*** Opening Provided entries ***

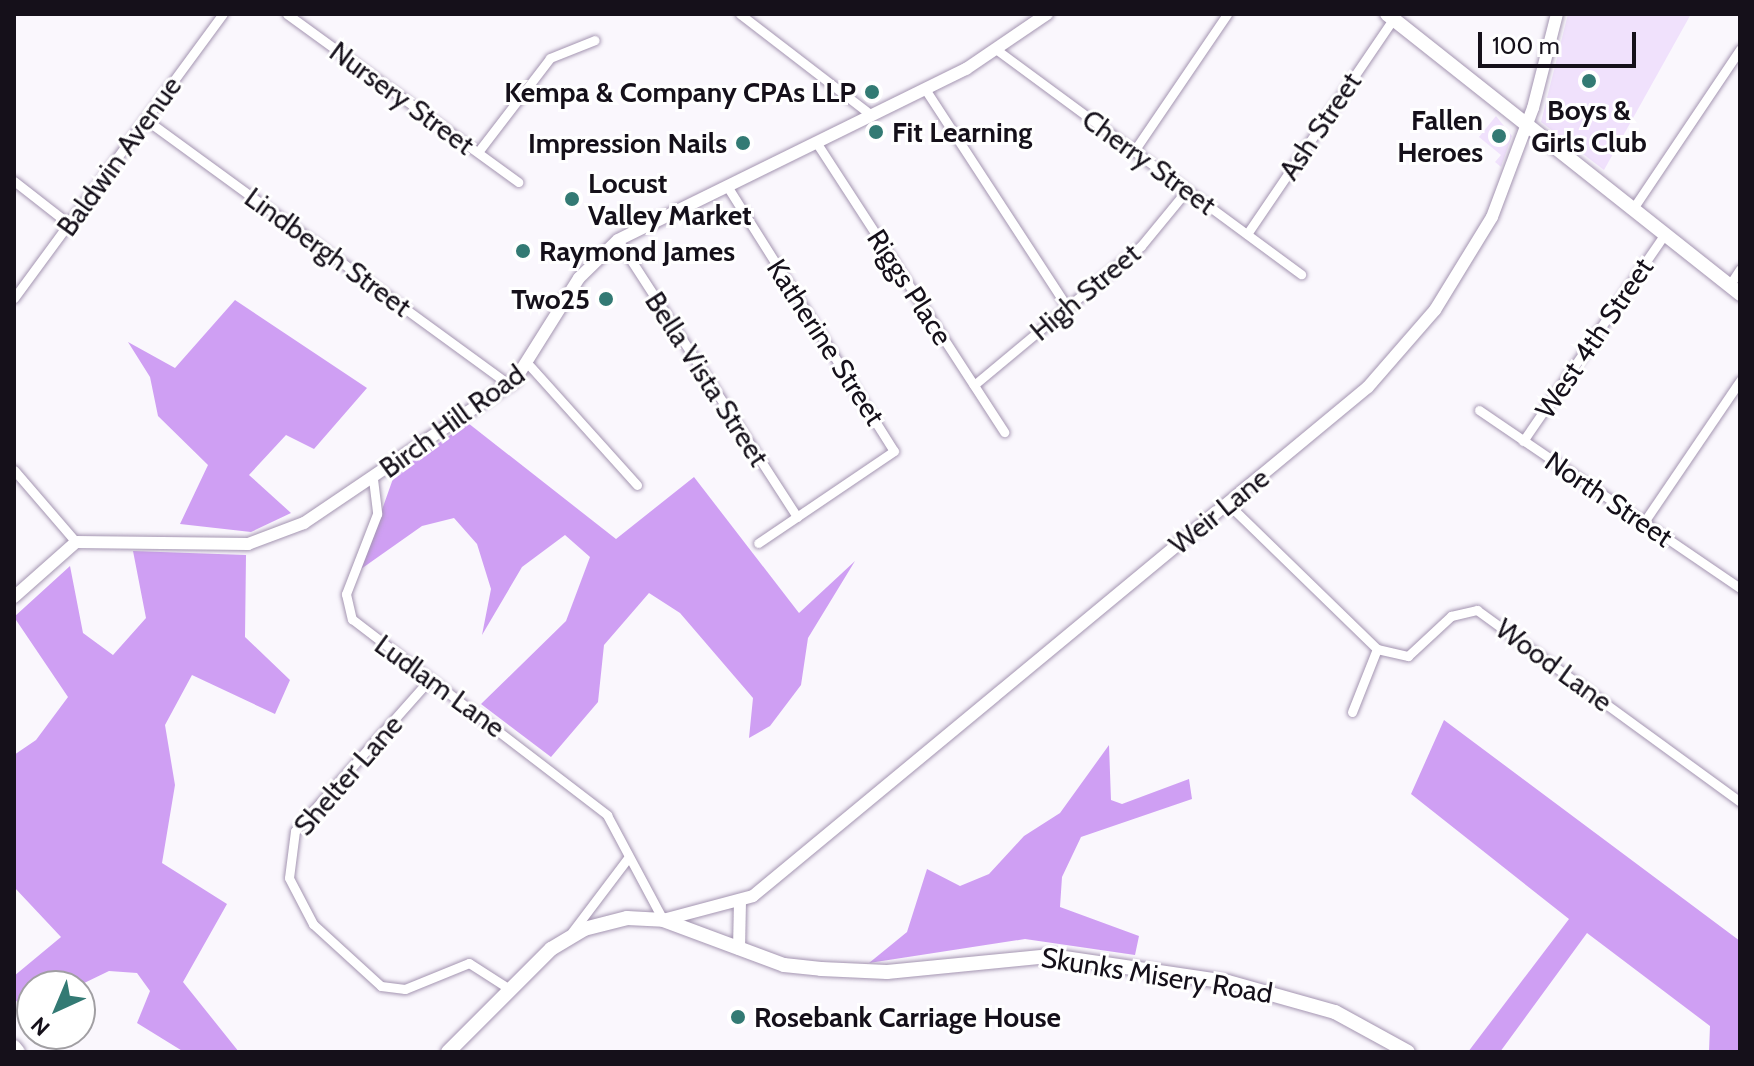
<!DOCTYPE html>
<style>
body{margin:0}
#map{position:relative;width:1754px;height:1066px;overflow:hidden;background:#faf7fd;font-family:Cabin,sans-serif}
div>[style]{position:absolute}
.green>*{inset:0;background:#f0e1fc}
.forest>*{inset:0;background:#cf9ff3}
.roads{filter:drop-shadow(0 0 2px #a495b1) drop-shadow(0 0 2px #a495b1)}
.minor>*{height:9px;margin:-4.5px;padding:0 4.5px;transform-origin:4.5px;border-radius:4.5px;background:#fff}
.tertiary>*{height:12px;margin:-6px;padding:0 6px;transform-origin:6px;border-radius:6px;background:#fff}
.secondary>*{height:14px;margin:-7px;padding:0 7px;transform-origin:7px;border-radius:7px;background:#fff}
.dots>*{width:22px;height:22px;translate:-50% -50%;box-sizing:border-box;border:4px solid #fff;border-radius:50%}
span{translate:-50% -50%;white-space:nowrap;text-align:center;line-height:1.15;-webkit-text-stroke:6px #fff;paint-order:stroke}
.poi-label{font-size:28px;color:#15101a;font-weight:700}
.right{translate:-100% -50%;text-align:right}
.left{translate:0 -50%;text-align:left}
.street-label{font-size:28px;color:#15101a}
.frame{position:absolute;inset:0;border:16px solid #15101a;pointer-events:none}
.north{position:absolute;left:16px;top:970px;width:80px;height:80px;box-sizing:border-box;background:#fff;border:2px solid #a19fa3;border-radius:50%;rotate:224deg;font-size:22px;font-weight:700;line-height:32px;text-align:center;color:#15101a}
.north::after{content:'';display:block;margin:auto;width:28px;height:36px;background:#337a74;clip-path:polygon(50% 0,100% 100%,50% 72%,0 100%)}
.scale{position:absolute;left:1478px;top:32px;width:158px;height:36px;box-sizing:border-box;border:4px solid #15101a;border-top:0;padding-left:10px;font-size:24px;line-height:28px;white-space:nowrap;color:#15101a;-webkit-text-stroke:6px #fff;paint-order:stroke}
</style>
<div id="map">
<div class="green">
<i style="clip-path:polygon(1568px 14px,1691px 14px,1604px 170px,1541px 122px)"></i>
<i style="clip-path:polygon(1496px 116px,1512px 136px,1501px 167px,1495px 162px,1501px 155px,1479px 137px)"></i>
</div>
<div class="forest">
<i style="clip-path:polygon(235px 300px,367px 388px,314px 449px,286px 435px,249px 475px,291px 513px,251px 532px,180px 524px,208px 465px,158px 416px,150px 377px,128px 342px,175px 368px)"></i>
<i style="clip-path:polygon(468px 423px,616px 539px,694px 477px,799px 613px,855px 561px,808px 638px,801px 685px,770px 726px,749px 738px,753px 698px,680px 613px,649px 593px,604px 645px,598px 702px,551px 757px,481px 704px,566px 621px,590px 557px,565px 535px,522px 567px,482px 635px,491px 589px,477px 544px,454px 518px,422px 526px,361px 569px,395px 473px)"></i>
<i style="clip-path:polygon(133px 551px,246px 555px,245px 637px,290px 680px,275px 714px,192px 675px,165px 725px,175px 785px,162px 863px,227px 904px,183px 982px,239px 1052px,184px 1052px,137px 1023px,150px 991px,137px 973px,109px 971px,78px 986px,32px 986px,32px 1016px,14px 999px,14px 976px,61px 937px,14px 887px,14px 755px,36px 740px,68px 697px,14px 617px,70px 566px,83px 633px,113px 655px,146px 618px)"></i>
<i style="clip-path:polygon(1444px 720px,1740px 941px,1740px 1052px,1709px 1052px,1710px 1026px,1587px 933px,1500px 1052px,1468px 1052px,1569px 919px,1411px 794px)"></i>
<i style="clip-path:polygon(1109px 745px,1111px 800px,1122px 804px,1189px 779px,1192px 799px,1081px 837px,1062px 877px,1060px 907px,1139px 936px,1135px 955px,1025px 939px,869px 963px,907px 932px,927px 869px,960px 886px,989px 874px,1024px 836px,1060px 813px)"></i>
</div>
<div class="roads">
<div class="minor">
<i style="left:287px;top:14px;width:286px;rotate:36deg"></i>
<i style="left:740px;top:14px;width:165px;rotate:37.6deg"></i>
<i style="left:997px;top:50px;width:378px;rotate:36.4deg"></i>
<i style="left:925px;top:89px;width:260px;rotate:56.9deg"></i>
<i style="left:145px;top:119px;width:452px;rotate:36.1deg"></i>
<i style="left:816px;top:142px;width:346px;rotate:57deg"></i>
<i style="left:1134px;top:151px;width:166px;rotate:-55.8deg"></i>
<i style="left:478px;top:152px;width:118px;rotate:-52.5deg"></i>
<i style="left:550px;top:58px;width:48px;rotate:-21.8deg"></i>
<i style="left:14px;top:181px;width:70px;rotate:38deg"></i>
<i style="left:727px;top:186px;width:313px;rotate:57.8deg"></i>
<i style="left:894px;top:451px;width:164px;rotate:145.9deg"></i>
<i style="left:1632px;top:210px;width:194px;rotate:-56.1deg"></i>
<i style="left:1247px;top:234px;width:260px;rotate:-55.8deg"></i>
<i style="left:618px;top:240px;width:330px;rotate:57.1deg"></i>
<i style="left:1729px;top:286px;width:20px;rotate:-57deg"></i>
<i style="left:14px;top:298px;width:353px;rotate:-53.7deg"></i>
<i style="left:530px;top:366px;width:160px;rotate:48deg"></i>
<i style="left:974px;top:385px;width:217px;rotate:-39.8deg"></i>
<i style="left:1141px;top:246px;width:72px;rotate:-50.6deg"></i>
<i style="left:1479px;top:410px;width:316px;rotate:34.3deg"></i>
<i style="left:1523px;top:441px;width:250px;rotate:-55.6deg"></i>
<i style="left:14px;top:470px;width:95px;rotate:49.3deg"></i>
<i style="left:373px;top:479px;width:35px;rotate:83deg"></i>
<i style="left:377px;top:514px;width:86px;rotate:111.2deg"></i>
<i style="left:346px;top:594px;width:26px;rotate:77deg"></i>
<i style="left:352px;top:619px;width:322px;rotate:37.5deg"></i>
<i style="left:607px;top:815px;width:119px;rotate:61.9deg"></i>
<i style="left:1228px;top:504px;width:208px;rotate:44.2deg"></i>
<i style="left:1377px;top:649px;width:32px;rotate:13deg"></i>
<i style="left:1408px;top:656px;width:59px;rotate:-42.9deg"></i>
<i style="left:1451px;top:616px;width:27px;rotate:-13deg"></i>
<i style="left:1477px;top:610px;width:326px;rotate:36.1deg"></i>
<i style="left:1644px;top:522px;width:171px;rotate:-55.8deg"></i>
<i style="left:430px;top:679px;width:203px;rotate:131.6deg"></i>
<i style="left:295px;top:831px;width:47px;rotate:97.3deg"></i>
<i style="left:289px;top:878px;width:52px;rotate:62.4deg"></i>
<i style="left:313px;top:924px;width:92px;rotate:42.4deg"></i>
<i style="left:381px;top:986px;width:24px;rotate:7deg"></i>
<i style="left:405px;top:989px;width:69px;rotate:-22.1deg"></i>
<i style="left:469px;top:963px;width:50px;rotate:32.7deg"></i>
<i style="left:1352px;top:712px;width:68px;rotate:-68.4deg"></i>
<i style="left:572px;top:932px;width:93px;rotate:-52.9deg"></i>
</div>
<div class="tertiary">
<i style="left:14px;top:597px;width:83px;rotate:-41.6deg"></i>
<i style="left:76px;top:542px;width:172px;rotate:0.7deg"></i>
<i style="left:248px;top:544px;width:60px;rotate:-20.6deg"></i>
<i style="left:304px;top:523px;width:255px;rotate:-34.1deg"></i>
<i style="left:515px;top:380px;width:120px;rotate:-57.9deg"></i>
<i style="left:579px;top:278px;width:54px;rotate:-44.3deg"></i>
<i style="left:618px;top:240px;width:388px;rotate:-26.2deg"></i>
<i style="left:966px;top:69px;width:98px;rotate:-34.2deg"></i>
<i style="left:663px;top:920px;width:93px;rotate:-14.9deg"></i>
<i style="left:753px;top:896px;width:798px;rotate:-39.61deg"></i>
<i style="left:1368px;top:387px;width:102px;rotate:-49deg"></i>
<i style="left:1435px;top:310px;width:109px;rotate:-58.5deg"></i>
<i style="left:1492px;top:217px;width:116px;rotate:-69.4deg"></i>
<i style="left:1533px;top:108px;width:97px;rotate:-75.7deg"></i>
<i style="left:739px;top:949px;width:47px;rotate:-88.8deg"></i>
</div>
<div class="secondary">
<i style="left:1387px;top:14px;width:451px;rotate:38.4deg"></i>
<i style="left:14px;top:1047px;width:6px;rotate:51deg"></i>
<i style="left:448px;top:1052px;width:146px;rotate:-45deg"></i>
<i style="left:551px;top:949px;width:39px;rotate:-31deg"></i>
<i style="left:584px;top:929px;width:44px;rotate:-14.3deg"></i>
<i style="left:627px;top:918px;width:36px;rotate:3deg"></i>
<i style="left:663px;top:920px;width:129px;rotate:20.4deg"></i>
<i style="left:784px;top:965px;width:37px;rotate:6deg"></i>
<i style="left:821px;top:969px;width:66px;rotate:2.6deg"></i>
<i style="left:887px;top:972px;width:165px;rotate:-5.6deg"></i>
<i style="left:1051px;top:956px;width:179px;rotate:8.4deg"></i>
<i style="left:1228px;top:982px;width:111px;rotate:15.7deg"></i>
<i style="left:1335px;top:1012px;width:83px;rotate:28.7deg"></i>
</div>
</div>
<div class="dots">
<i style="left:1589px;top:81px;background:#337a74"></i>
<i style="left:872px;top:92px;background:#337a74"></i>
<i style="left:876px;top:132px;background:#337a74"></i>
<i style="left:1499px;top:136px;background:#337a74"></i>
<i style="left:743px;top:143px;background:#337a74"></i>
<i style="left:572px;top:199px;background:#337a74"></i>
<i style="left:523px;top:251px;background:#337a74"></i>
<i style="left:606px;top:299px;background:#337a74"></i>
<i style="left:738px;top:1017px;background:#337a74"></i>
</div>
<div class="poi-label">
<span class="right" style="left:856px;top:92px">Kempa &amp; Company CPAs LLP</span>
<span style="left:1589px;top:126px">Boys &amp;<br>Girls Club</span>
<span class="right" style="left:1483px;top:136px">Fallen<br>Heroes</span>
<span class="left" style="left:892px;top:132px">Fit Learning</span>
<span class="right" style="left:727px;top:143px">Impression Nails</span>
<span class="left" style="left:588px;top:199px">Locust<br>Valley Market</span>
<span class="left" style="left:539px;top:251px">Raymond James</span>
<span class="right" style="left:590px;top:299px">Two25</span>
<span class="left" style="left:754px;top:1017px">Rosebank Carriage House</span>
</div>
<div class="street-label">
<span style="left:402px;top:98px;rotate:36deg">Nursery Street</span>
<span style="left:1320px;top:126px;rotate:-56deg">Ash Street</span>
<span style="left:119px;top:156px;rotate:-54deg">Baldwin Avenue</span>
<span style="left:1149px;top:162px;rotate:36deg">Cherry Street</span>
<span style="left:328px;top:252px;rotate:36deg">Lindbergh Street</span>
<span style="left:910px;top:287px;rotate:57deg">Riggs Place</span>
<span style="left:1085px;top:292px;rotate:-40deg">High Street</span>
<span style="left:1594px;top:338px;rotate:-56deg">West 4th Street</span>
<span style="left:826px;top:342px;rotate:57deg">Katherine Street</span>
<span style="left:707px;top:379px;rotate:57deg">Bella Vista Street</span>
<span style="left:452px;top:421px;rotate:-36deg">Birch Hill Road</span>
<span style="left:1609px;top:499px;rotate:34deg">North Street</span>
<span style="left:1219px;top:511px;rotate:-39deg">Weir Lane</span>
<span style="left:1554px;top:665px;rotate:36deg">Wood Lane</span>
<span style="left:440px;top:686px;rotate:36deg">Ludlam Lane</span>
<span style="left:348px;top:775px;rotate:-49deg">Shelter Lane</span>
<span style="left:1157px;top:975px;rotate:9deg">Skunks Misery Road</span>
</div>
<div class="frame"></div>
<div class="north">N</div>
<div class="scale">100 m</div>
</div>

*** Closing Provided entries ***

» Exercise aim
Sift through the material above and copy each line that holds "roads".

» Response
.roads{filter:drop-shadow(0 0 2px #a495b1) drop-shadow(0 0 2px #a495b1)}
<div class="roads">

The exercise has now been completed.